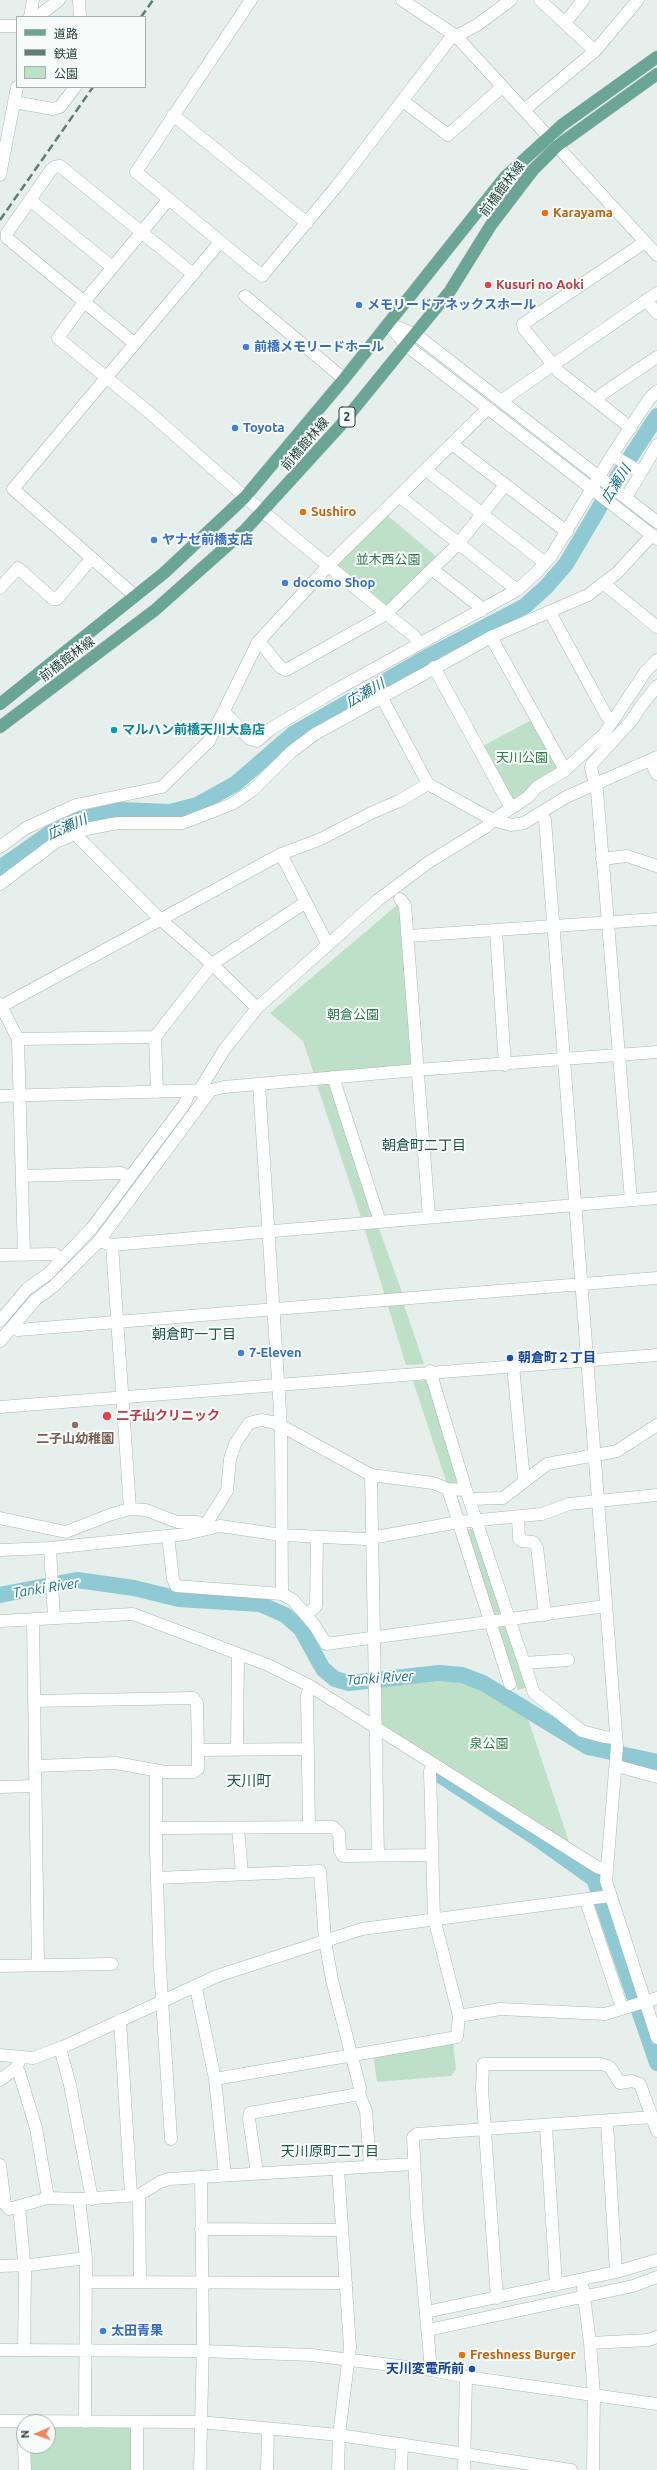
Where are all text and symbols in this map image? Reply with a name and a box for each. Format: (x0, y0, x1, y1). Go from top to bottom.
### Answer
legend (16, 16, 146, 88)
text: 道路 (54, 27, 78, 40)
text: 鉄道 (54, 47, 78, 60)
text: 公園 (54, 67, 78, 80)
street label: 前橋館林線 (476, 158, 528, 220)
place label: Karayama (553, 205, 613, 221)
marker: Karayama (540, 208, 550, 218)
place label: Kusuri no Aoki (496, 277, 584, 293)
marker: Kusuri no Aoki (483, 280, 493, 290)
place label: メモリードアネックスホール (367, 297, 536, 313)
marker: メモリードアネックスホール (354, 300, 364, 310)
place label: 前橋メモリードホール (254, 339, 384, 355)
marker: 前橋メモリードホール (241, 342, 251, 352)
road number: 2 (339, 407, 355, 427)
street label: 前橋館林線 (278, 414, 332, 474)
place label: Toyota (243, 420, 285, 436)
marker: Toyota (230, 423, 240, 433)
water label: 広瀬川 (598, 462, 634, 506)
place label: Sushiro (311, 504, 356, 520)
marker: Sushiro (298, 507, 308, 517)
place label: ヤナセ前橋支店 (162, 532, 253, 548)
marker: ヤナセ前橋支店 (149, 535, 159, 545)
park label: 並木西公園 (356, 552, 420, 568)
place label: docomo Shop (293, 575, 375, 591)
marker: docomo Shop (280, 578, 290, 588)
street label: 前橋館林線 (36, 633, 98, 685)
water label: 広瀬川 (343, 675, 387, 711)
place label: マルハン前橋天川大島店 (122, 722, 265, 738)
marker: マルハン前橋天川大島店 (109, 725, 119, 735)
park label: 天川公園 (496, 750, 548, 766)
water label: 広瀬川 (44, 811, 90, 843)
park label: 朝倉公園 (327, 1007, 379, 1023)
district label: 朝倉町二丁目 (382, 1137, 466, 1153)
district label: 朝倉町一丁目 (152, 1326, 236, 1342)
place label: 7-Eleven (249, 1345, 302, 1361)
marker: 7-Eleven (236, 1348, 246, 1358)
place label: 朝倉町２丁目 (518, 1350, 596, 1366)
marker: 朝倉町２丁目 (505, 1353, 515, 1363)
place label: 二子山クリニック (116, 1408, 220, 1424)
marker: 二子山クリニック (101, 1410, 113, 1422)
marker: 二子山幼稚園 (70, 1420, 80, 1430)
place label: 二子山幼稚園 (36, 1431, 114, 1447)
water label: Tanki River (12, 1574, 80, 1602)
water label: Tanki River (346, 1667, 414, 1689)
park label: 泉公園 (470, 1736, 508, 1752)
district label: 天川町 (227, 1772, 271, 1790)
district label: 天川原町二丁目 (281, 2143, 379, 2159)
place label: 太田青果 (111, 2323, 163, 2339)
marker: 太田青果 (98, 2326, 108, 2336)
place label: Freshness Burger (470, 2347, 576, 2363)
marker: Freshness Burger (457, 2350, 467, 2360)
place label: 天川変電所前 (386, 2361, 464, 2377)
marker: 天川変電所前 (467, 2364, 477, 2374)
north arrow (16, 2414, 56, 2454)
text: N (19, 2430, 31, 2439)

> **WORK ORDER**: Return the preceding entries verbatim, with the pictures excluded.

> **WRITTEN RESPONSE**:
Where are all text and symbols in this map image? Reply with a name and a box for each. Format: (x0, y0, x1, y1). Go from top to bottom.
### Answer
legend (16, 16, 146, 88)
text: 道路 (54, 27, 78, 40)
text: 鉄道 (54, 47, 78, 60)
text: 公園 (54, 67, 78, 80)
street label: 前橋館林線 (476, 158, 528, 220)
place label: Karayama (553, 205, 613, 221)
marker: Karayama (540, 208, 550, 218)
place label: Kusuri no Aoki (496, 277, 584, 293)
marker: Kusuri no Aoki (483, 280, 493, 290)
place label: メモリードアネックスホール (367, 297, 536, 313)
marker: メモリードアネックスホール (354, 300, 364, 310)
place label: 前橋メモリードホール (254, 339, 384, 355)
marker: 前橋メモリードホール (241, 342, 251, 352)
road number: 2 (339, 407, 355, 427)
street label: 前橋館林線 (278, 414, 332, 474)
place label: Toyota (243, 420, 285, 436)
marker: Toyota (230, 423, 240, 433)
water label: 広瀬川 (598, 462, 634, 506)
place label: Sushiro (311, 504, 356, 520)
marker: Sushiro (298, 507, 308, 517)
place label: ヤナセ前橋支店 (162, 532, 253, 548)
marker: ヤナセ前橋支店 (149, 535, 159, 545)
park label: 並木西公園 (356, 552, 420, 568)
place label: docomo Shop (293, 575, 375, 591)
marker: docomo Shop (280, 578, 290, 588)
street label: 前橋館林線 (36, 633, 98, 685)
water label: 広瀬川 (343, 675, 387, 711)
place label: マルハン前橋天川大島店 (122, 722, 265, 738)
marker: マルハン前橋天川大島店 (109, 725, 119, 735)
park label: 天川公園 (496, 750, 548, 766)
water label: 広瀬川 (44, 811, 90, 843)
park label: 朝倉公園 (327, 1007, 379, 1023)
district label: 朝倉町二丁目 (382, 1137, 466, 1153)
district label: 朝倉町一丁目 (152, 1326, 236, 1342)
place label: 7-Eleven (249, 1345, 302, 1361)
marker: 7-Eleven (236, 1348, 246, 1358)
place label: 朝倉町２丁目 (518, 1350, 596, 1366)
marker: 朝倉町２丁目 (505, 1353, 515, 1363)
place label: 二子山クリニック (116, 1408, 220, 1424)
marker: 二子山クリニック (101, 1410, 113, 1422)
marker: 二子山幼稚園 (70, 1420, 80, 1430)
place label: 二子山幼稚園 (36, 1431, 114, 1447)
water label: Tanki River (12, 1574, 80, 1602)
water label: Tanki River (346, 1667, 414, 1689)
park label: 泉公園 (470, 1736, 508, 1752)
district label: 天川町 (227, 1772, 271, 1790)
district label: 天川原町二丁目 (281, 2143, 379, 2159)
place label: 太田青果 (111, 2323, 163, 2339)
marker: 太田青果 (98, 2326, 108, 2336)
place label: Freshness Burger (470, 2347, 576, 2363)
marker: Freshness Burger (457, 2350, 467, 2360)
place label: 天川変電所前 (386, 2361, 464, 2377)
marker: 天川変電所前 (467, 2364, 477, 2374)
north arrow (16, 2414, 56, 2454)
text: N (19, 2430, 31, 2439)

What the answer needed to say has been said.